THE RECORDS:

--------------------

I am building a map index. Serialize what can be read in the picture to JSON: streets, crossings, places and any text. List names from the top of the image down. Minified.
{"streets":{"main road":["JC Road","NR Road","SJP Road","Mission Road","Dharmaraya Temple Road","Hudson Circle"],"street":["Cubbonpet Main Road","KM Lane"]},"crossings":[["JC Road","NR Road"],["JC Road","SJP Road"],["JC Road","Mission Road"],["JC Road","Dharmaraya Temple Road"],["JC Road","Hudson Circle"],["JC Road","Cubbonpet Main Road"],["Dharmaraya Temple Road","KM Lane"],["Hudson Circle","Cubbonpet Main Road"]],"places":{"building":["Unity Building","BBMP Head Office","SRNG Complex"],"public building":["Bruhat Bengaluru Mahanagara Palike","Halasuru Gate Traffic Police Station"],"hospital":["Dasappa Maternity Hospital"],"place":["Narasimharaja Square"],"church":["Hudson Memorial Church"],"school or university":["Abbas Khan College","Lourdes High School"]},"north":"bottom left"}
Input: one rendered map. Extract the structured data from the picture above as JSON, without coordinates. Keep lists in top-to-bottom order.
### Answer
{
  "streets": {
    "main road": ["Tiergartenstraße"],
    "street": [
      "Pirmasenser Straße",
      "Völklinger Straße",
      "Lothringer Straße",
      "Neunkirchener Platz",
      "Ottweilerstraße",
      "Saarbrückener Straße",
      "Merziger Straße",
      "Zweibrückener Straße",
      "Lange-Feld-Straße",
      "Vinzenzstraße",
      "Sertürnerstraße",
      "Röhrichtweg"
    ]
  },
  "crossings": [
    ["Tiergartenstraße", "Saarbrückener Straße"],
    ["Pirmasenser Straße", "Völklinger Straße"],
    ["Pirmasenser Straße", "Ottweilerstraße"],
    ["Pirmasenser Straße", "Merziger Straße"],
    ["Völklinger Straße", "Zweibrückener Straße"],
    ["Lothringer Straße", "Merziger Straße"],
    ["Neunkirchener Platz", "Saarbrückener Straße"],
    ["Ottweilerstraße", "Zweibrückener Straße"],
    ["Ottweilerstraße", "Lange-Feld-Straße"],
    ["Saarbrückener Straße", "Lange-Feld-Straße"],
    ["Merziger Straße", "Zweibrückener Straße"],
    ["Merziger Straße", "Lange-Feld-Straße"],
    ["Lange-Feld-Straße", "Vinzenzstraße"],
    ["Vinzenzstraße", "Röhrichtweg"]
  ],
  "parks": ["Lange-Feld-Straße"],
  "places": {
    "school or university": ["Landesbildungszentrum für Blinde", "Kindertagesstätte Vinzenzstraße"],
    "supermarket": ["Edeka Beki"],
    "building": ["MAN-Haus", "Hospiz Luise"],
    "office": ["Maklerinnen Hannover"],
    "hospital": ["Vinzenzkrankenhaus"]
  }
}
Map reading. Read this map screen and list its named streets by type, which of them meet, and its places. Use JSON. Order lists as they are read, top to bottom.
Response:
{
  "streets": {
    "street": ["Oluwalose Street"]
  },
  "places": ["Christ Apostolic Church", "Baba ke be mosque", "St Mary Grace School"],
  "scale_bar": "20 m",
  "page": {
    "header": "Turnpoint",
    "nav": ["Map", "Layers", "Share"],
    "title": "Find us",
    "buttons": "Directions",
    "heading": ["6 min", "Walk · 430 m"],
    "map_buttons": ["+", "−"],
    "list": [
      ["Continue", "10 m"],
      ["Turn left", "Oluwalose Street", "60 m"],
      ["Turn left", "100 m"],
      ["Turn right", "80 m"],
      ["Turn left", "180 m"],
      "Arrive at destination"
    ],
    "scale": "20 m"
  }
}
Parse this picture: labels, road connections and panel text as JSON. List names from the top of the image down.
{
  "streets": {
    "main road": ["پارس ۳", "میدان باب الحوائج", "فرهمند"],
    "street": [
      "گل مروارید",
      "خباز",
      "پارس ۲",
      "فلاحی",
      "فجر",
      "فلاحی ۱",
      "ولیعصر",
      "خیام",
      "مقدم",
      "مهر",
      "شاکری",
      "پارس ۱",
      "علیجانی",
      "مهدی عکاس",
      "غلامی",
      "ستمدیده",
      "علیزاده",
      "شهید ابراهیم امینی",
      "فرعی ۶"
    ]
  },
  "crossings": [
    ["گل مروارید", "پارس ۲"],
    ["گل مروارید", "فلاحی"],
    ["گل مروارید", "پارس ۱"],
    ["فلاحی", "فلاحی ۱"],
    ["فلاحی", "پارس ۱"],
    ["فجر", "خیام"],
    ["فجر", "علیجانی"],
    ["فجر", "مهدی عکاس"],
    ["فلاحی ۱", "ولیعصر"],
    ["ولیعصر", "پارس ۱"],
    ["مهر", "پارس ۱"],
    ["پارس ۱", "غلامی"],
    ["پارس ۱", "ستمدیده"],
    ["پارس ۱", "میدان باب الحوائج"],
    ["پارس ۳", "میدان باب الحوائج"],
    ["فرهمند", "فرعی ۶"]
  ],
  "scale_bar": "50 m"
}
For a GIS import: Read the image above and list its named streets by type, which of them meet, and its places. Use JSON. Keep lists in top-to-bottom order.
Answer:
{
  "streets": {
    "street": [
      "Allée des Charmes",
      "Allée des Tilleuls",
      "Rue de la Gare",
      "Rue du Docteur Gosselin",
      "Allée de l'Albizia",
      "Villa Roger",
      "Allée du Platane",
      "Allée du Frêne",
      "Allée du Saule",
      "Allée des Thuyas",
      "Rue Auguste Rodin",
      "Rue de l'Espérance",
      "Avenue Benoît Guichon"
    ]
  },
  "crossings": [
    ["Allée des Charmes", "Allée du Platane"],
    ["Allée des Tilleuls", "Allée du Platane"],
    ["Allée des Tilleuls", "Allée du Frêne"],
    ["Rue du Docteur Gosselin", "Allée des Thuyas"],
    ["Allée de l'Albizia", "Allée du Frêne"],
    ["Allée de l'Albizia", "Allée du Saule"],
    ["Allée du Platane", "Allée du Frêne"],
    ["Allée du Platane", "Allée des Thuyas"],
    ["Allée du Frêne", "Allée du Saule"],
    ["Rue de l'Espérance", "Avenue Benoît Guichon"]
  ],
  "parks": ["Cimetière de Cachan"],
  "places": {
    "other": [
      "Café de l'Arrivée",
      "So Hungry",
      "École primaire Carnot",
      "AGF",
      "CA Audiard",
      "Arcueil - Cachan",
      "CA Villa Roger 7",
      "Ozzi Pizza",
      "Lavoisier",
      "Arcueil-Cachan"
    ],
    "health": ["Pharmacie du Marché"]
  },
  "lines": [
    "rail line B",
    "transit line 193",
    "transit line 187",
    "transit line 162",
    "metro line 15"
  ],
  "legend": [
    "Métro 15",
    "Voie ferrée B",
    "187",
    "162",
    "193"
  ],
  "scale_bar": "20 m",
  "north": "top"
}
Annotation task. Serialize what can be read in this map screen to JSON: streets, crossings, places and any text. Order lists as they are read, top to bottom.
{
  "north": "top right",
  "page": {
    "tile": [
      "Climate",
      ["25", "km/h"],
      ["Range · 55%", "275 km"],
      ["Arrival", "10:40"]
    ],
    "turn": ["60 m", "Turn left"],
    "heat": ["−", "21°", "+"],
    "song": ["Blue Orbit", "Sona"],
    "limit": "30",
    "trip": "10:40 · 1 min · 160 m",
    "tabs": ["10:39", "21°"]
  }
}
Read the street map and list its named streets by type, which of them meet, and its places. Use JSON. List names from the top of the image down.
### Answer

--------------------

REQUIRED ACTION: Could you copy every record above exactly as written?

ANSWER FOR THIS EXERCISE:
I am building a map index. Serialize what can be read in the picture to JSON: streets, crossings, places and any text. List names from the top of the image down. Minified.
{"streets":{"main road":["JC Road","NR Road","SJP Road","Mission Road","Dharmaraya Temple Road","Hudson Circle"],"street":["Cubbonpet Main Road","KM Lane"]},"crossings":[["JC Road","NR Road"],["JC Road","SJP Road"],["JC Road","Mission Road"],["JC Road","Dharmaraya Temple Road"],["JC Road","Hudson Circle"],["JC Road","Cubbonpet Main Road"],["Dharmaraya Temple Road","KM Lane"],["Hudson Circle","Cubbonpet Main Road"]],"places":{"building":["Unity Building","BBMP Head Office","SRNG Complex"],"public building":["Bruhat Bengaluru Mahanagara Palike","Halasuru Gate Traffic Police Station"],"hospital":["Dasappa Maternity Hospital"],"place":["Narasimharaja Square"],"church":["Hudson Memorial Church"],"school or university":["Abbas Khan College","Lourdes High School"]},"north":"bottom left"}
Input: one rendered map. Extract the structured data from the picture above as JSON, without coordinates. Keep lists in top-to-bottom order.
### Answer
{
  "streets": {
    "main road": ["Tiergartenstraße"],
    "street": [
      "Pirmasenser Straße",
      "Völklinger Straße",
      "Lothringer Straße",
      "Neunkirchener Platz",
      "Ottweilerstraße",
      "Saarbrückener Straße",
      "Merziger Straße",
      "Zweibrückener Straße",
      "Lange-Feld-Straße",
      "Vinzenzstraße",
      "Sertürnerstraße",
      "Röhrichtweg"
    ]
  },
  "crossings": [
    ["Tiergartenstraße", "Saarbrückener Straße"],
    ["Pirmasenser Straße", "Völklinger Straße"],
    ["Pirmasenser Straße", "Ottweilerstraße"],
    ["Pirmasenser Straße", "Merziger Straße"],
    ["Völklinger Straße", "Zweibrückener Straße"],
    ["Lothringer Straße", "Merziger Straße"],
    ["Neunkirchener Platz", "Saarbrückener Straße"],
    ["Ottweilerstraße", "Zweibrückener Straße"],
    ["Ottweilerstraße", "Lange-Feld-Straße"],
    ["Saarbrückener Straße", "Lange-Feld-Straße"],
    ["Merziger Straße", "Zweibrückener Straße"],
    ["Merziger Straße", "Lange-Feld-Straße"],
    ["Lange-Feld-Straße", "Vinzenzstraße"],
    ["Vinzenzstraße", "Röhrichtweg"]
  ],
  "parks": ["Lange-Feld-Straße"],
  "places": {
    "school or university": ["Landesbildungszentrum für Blinde", "Kindertagesstätte Vinzenzstraße"],
    "supermarket": ["Edeka Beki"],
    "building": ["MAN-Haus", "Hospiz Luise"],
    "office": ["Maklerinnen Hannover"],
    "hospital": ["Vinzenzkrankenhaus"]
  }
}
Map reading. Read this map screen and list its named streets by type, which of them meet, and its places. Use JSON. Order lists as they are read, top to bottom.
Response:
{
  "streets": {
    "street": ["Oluwalose Street"]
  },
  "places": ["Christ Apostolic Church", "Baba ke be mosque", "St Mary Grace School"],
  "scale_bar": "20 m",
  "page": {
    "header": "Turnpoint",
    "nav": ["Map", "Layers", "Share"],
    "title": "Find us",
    "buttons": "Directions",
    "heading": ["6 min", "Walk · 430 m"],
    "map_buttons": ["+", "−"],
    "list": [
      ["Continue", "10 m"],
      ["Turn left", "Oluwalose Street", "60 m"],
      ["Turn left", "100 m"],
      ["Turn right", "80 m"],
      ["Turn left", "180 m"],
      "Arrive at destination"
    ],
    "scale": "20 m"
  }
}
Parse this picture: labels, road connections and panel text as JSON. List names from the top of the image down.
{
  "streets": {
    "main road": ["پارس ۳", "میدان باب الحوائج", "فرهمند"],
    "street": [
      "گل مروارید",
      "خباز",
      "پارس ۲",
      "فلاحی",
      "فجر",
      "فلاحی ۱",
      "ولیعصر",
      "خیام",
      "مقدم",
      "مهر",
      "شاکری",
      "پارس ۱",
      "علیجانی",
      "مهدی عکاس",
      "غلامی",
      "ستمدیده",
      "علیزاده",
      "شهید ابراهیم امینی",
      "فرعی ۶"
    ]
  },
  "crossings": [
    ["گل مروارید", "پارس ۲"],
    ["گل مروارید", "فلاحی"],
    ["گل مروارید", "پارس ۱"],
    ["فلاحی", "فلاحی ۱"],
    ["فلاحی", "پارس ۱"],
    ["فجر", "خیام"],
    ["فجر", "علیجانی"],
    ["فجر", "مهدی عکاس"],
    ["فلاحی ۱", "ولیعصر"],
    ["ولیعصر", "پارس ۱"],
    ["مهر", "پارس ۱"],
    ["پارس ۱", "غلامی"],
    ["پارس ۱", "ستمدیده"],
    ["پارس ۱", "میدان باب الحوائج"],
    ["پارس ۳", "میدان باب الحوائج"],
    ["فرهمند", "فرعی ۶"]
  ],
  "scale_bar": "50 m"
}
For a GIS import: Read the image above and list its named streets by type, which of them meet, and its places. Use JSON. Keep lists in top-to-bottom order.
Answer:
{
  "streets": {
    "street": [
      "Allée des Charmes",
      "Allée des Tilleuls",
      "Rue de la Gare",
      "Rue du Docteur Gosselin",
      "Allée de l'Albizia",
      "Villa Roger",
      "Allée du Platane",
      "Allée du Frêne",
      "Allée du Saule",
      "Allée des Thuyas",
      "Rue Auguste Rodin",
      "Rue de l'Espérance",
      "Avenue Benoît Guichon"
    ]
  },
  "crossings": [
    ["Allée des Charmes", "Allée du Platane"],
    ["Allée des Tilleuls", "Allée du Platane"],
    ["Allée des Tilleuls", "Allée du Frêne"],
    ["Rue du Docteur Gosselin", "Allée des Thuyas"],
    ["Allée de l'Albizia", "Allée du Frêne"],
    ["Allée de l'Albizia", "Allée du Saule"],
    ["Allée du Platane", "Allée du Frêne"],
    ["Allée du Platane", "Allée des Thuyas"],
    ["Allée du Frêne", "Allée du Saule"],
    ["Rue de l'Espérance", "Avenue Benoît Guichon"]
  ],
  "parks": ["Cimetière de Cachan"],
  "places": {
    "other": [
      "Café de l'Arrivée",
      "So Hungry",
      "École primaire Carnot",
      "AGF",
      "CA Audiard",
      "Arcueil - Cachan",
      "CA Villa Roger 7",
      "Ozzi Pizza",
      "Lavoisier",
      "Arcueil-Cachan"
    ],
    "health": ["Pharmacie du Marché"]
  },
  "lines": [
    "rail line B",
    "transit line 193",
    "transit line 187",
    "transit line 162",
    "metro line 15"
  ],
  "legend": [
    "Métro 15",
    "Voie ferrée B",
    "187",
    "162",
    "193"
  ],
  "scale_bar": "20 m",
  "north": "top"
}
Annotation task. Serialize what can be read in this map screen to JSON: streets, crossings, places and any text. Order lists as they are read, top to bottom.
{
  "north": "top right",
  "page": {
    "tile": [
      "Climate",
      ["25", "km/h"],
      ["Range · 55%", "275 km"],
      ["Arrival", "10:40"]
    ],
    "turn": ["60 m", "Turn left"],
    "heat": ["−", "21°", "+"],
    "song": ["Blue Orbit", "Sona"],
    "limit": "30",
    "trip": "10:40 · 1 min · 160 m",
    "tabs": ["10:39", "21°"]
  }
}
Read the street map and list its named streets by type, which of them meet, and its places. Use JSON. List names from the top of the image down.
### Answer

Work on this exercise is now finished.